Below is the docket entry for Silveira, whereby you, C.D. Michel (the NRA’s attorney), claim that no briefing was ordered per your attached press release below. I just need to know – are your really that stupid, lazy, or just a plain liar trying to play attorney. Let me make a suggestion: stay the fuck out of my clients’ business, and my business. You have no connection with any Second Amendment litigation other than trying to interject yourself into the cases of others. It is now apparent why you have never raised a Second Amendment issue; because you are a walking cluster fuck as an attorney. Where has your so-called litigation strategy gotten you and your clients (i.e. the NRA) – money in your pocket, and that is it. So, go bury your head or ass, whichever you prefer, in the sand and let the real attorneys do what should have be done 20 years ago while you were too busy billing your clients for whatever it is that you do – I can’t figure it out; otherwise, I would not be working for free had you been acting like a true constitutional advocate. Maybe you should also explain in your press release how you opposed the Silveira Petition for Rehearing by raising a standing argument that went out 40, may be 50 years ago – really Chuck, you sound like a first year law student raising some hypothetical esoteric issue in Civ Pro whereby everybody stares at you with a dumbfounded look. I noticed how none of the Circuit judges addressed your stupid standing argument, and I am certain if it was valid, it would have been addressed. You simply look like a fool to the Court, and you are an embarrassment to your clients. By the way, since this is the type of statement I would make to the media, I thought I would just tell it to your face. If you ever want to discuss this in an open forum, I would be more than happy. By the way, I did blind copy this email to the media and those involved in Second Amendment issues. I just want you to know that I would never talk behind someone’s back about how I feel about them. I have no more respect for you than a pile of my dog’s shit – in fact, I have more respect for my dog’s shit because at least it does not smell as bad. But out little boy; the lesson is hopefully over. 12/19/02

Filed order ( Stephen R. REINHARDT, Frank J. Magill, Raymond C. FISHER, ): Defendants - Appellees shall file a response to Plaintiffs - Appellants' petition for rehearing en banc. Fifty (50) copies of said response shall be filed within twenty one (21) days of the filed date of this order. [01-15098] (ru) 1/9/03 Filed Appellees Gray Davis, Bill Lockyer's response to appellants' petition for enbanc rehearing, served on 1/9/03 (PANEL & ALL ACTIVE JUDGES) [01-15098] (ru)

For re release:

This is my PERSONAL opinion, not expressed on behalf of any client.

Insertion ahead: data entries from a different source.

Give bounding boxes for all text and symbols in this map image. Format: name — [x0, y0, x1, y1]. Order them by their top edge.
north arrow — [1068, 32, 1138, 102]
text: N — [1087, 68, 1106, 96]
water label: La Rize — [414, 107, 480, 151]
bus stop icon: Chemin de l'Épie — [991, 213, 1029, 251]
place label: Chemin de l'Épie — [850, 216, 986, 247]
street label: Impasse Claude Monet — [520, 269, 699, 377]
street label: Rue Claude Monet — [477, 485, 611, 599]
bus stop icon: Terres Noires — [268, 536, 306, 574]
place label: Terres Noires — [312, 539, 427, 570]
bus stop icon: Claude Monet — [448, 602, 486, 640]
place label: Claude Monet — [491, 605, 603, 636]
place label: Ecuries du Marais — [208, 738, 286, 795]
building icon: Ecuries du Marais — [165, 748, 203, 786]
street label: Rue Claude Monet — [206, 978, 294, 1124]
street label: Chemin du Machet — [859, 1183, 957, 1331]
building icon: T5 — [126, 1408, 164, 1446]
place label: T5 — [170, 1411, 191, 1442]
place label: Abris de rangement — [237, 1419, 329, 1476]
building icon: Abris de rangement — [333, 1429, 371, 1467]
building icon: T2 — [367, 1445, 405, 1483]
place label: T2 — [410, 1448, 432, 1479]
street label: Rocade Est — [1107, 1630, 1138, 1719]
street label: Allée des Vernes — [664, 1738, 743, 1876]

The Silveira case is still the absolutely wrong case for SCOTUS review.

After consultation with the leading Second Amendment scholars across the country, there is near universal agreement on this. The basic argument of the few in support of taking Silveira to the SCOTUS is that Silveira's lawyers are stubbornly going to do it anyway, so we might as well support them. But we can support the issue ONLY IF AND WHEN they get cert granted by SCOTUS. Until then, it is still a reckless move which plays into the hands of those who would give us a 2A right with no teeth.

FYI, the Nordyke v. Alameda case (challenging Alameda's gun show ban), which also directly raises the 2A issue, is still under consideration for en banc review in the Ninth Circuit. In fact, the court has ordered Alameda County to submit a brief in response to the Nordyke's en banc request. This type of response brief was never ordered in response to Silveira's en banc request, and indicates that the court actually has an interest in the case. CRPA and NRA will submit briefs if en banc review is granted. We would still need to changes a lot of minds, but the Silveira dissents may be influencing the other Ninth Circuit judges.

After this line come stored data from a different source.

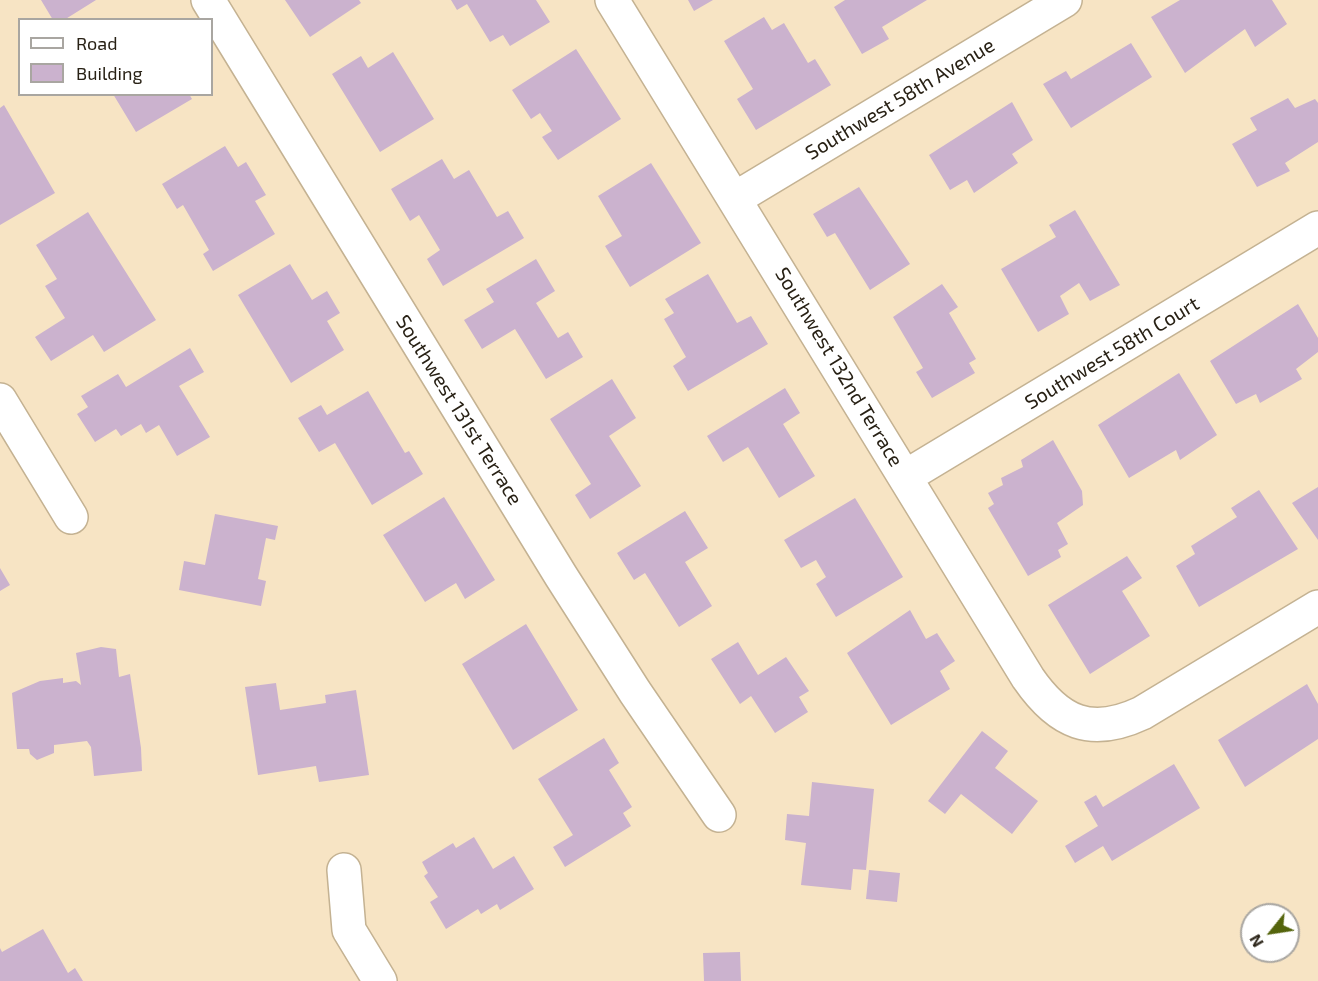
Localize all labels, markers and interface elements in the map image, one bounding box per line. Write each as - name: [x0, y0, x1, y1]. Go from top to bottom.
- legend: [18, 18, 213, 96]
- text: Road: [76, 32, 117, 54]
- street label: Southwest 58th Avenue: [801, 33, 999, 165]
- text: Building: [76, 62, 143, 84]
- street label: Southwest 132nd Terrace: [770, 263, 908, 471]
- street label: Southwest 58th Court: [1021, 291, 1203, 415]
- street label: Southwest 131st Terrace: [391, 311, 527, 509]
- north arrow: [1240, 903, 1300, 963]
- text: N: [1245, 931, 1267, 951]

Remember, the recent Nordyke 3 judge panel decision attacked Reinhardt's Silveira opinion and was cited in the Silveira en banc order dissents - which I must say were precipitated at least to some extent by the Nordyke panel opinion (wherein the judges said there WAS a 2A right but their hands were tied by Hickman).

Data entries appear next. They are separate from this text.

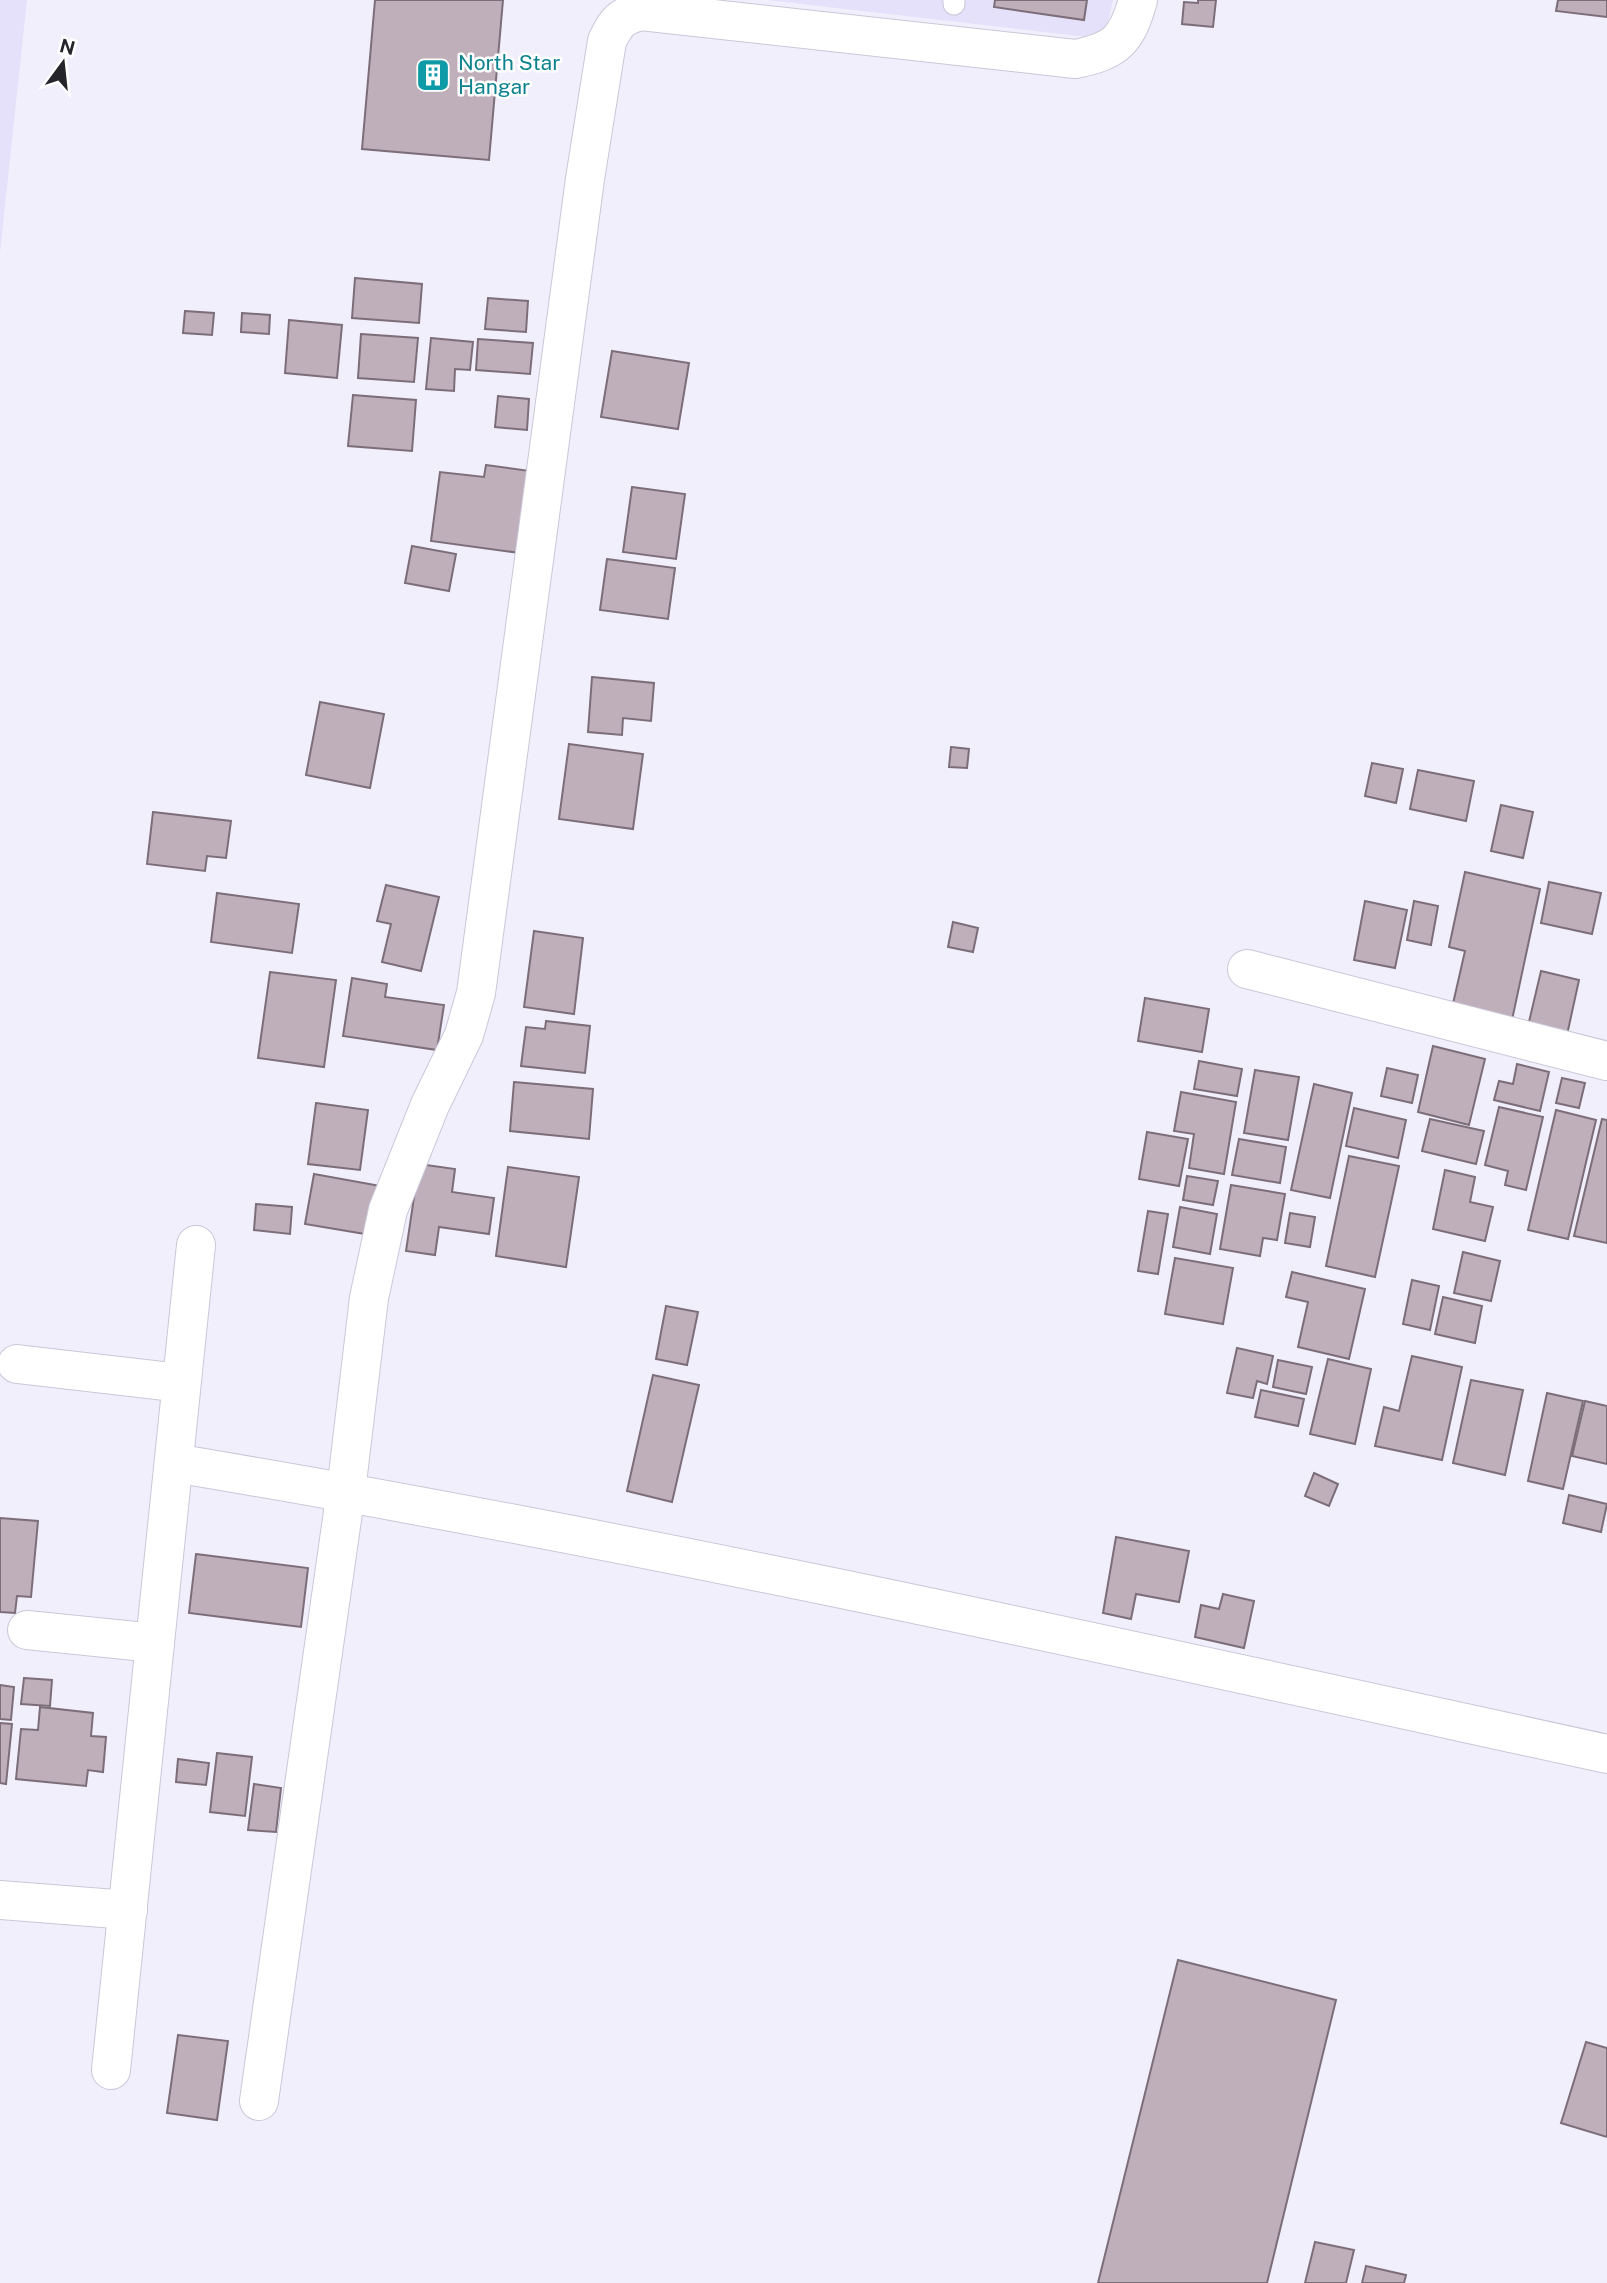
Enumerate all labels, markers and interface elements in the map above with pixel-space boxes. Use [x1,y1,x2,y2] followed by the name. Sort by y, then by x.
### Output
[28,28,98,98] north arrow
[57,34,77,59] text: N
[458,50,560,99] place label: North Star Hangar
[414,56,452,94] building icon: North Star Hangar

And let's recall that NRA and CRPA submitted an amicus brief on the Second Amendment in support of the Nordyke's to the 3 judge Ninth Circuit panel (so much for the fringe's "NRA does not want the issue heard at all" theory).

There are now also TWO cases in DC court which are better suited than Silveira for SCOTUS review.

To reiterate a somewhat oversimplified reason why Silveira is a BAD case - look at what Judge Pregerson said in the Silveira en banc order: He believes in the 2A - BUT THE AWCA STILL IS CONSTITUTIONAL. To further understand how a court could do this, look at the Bailey case on Connecticut's AW law - Connecticut had a RKBA provision in its state constitution. Didn't stop the Conn. Supreme court from finding the law constitutional.

A similar thing happened in Oregon. That state RKBA constitutional provision now just protects muskets.

It all hinges on the test applied, and where the court draws the line of protection. "Strict scrutiny" is almost certainly NOT going to be the test. If an AW law is the first case to address the issue, we are probably going to wind up with a "reasonableness" test - something subject to political and subjective application.

Establishing the parameters of that line of protection will mean YEARS of continued fighting in court and Congress even after 2A is confirmed as an individual right. It will be the "full employment act" for 2A lawyers (and unfortunately, uneducated wanna bees), and will require tremendous efforts by pro self defense groups. Those who argue that NRA, etc., doesn't want a 2A case in SCOTUS because they would lose their reason for being (which, by the way, has always been percentage wise more about shooting, safety programs, training, etc, than politics) are legally utterly clueless.

Silveira bites off more than the court (or the lawyers on the case) can chew. It will hurt us.

CRPA, and now additional "friends of the court" will almost certainly be filing an amicus brief in SCOTUS to ask them NOT to hear that Silveira case.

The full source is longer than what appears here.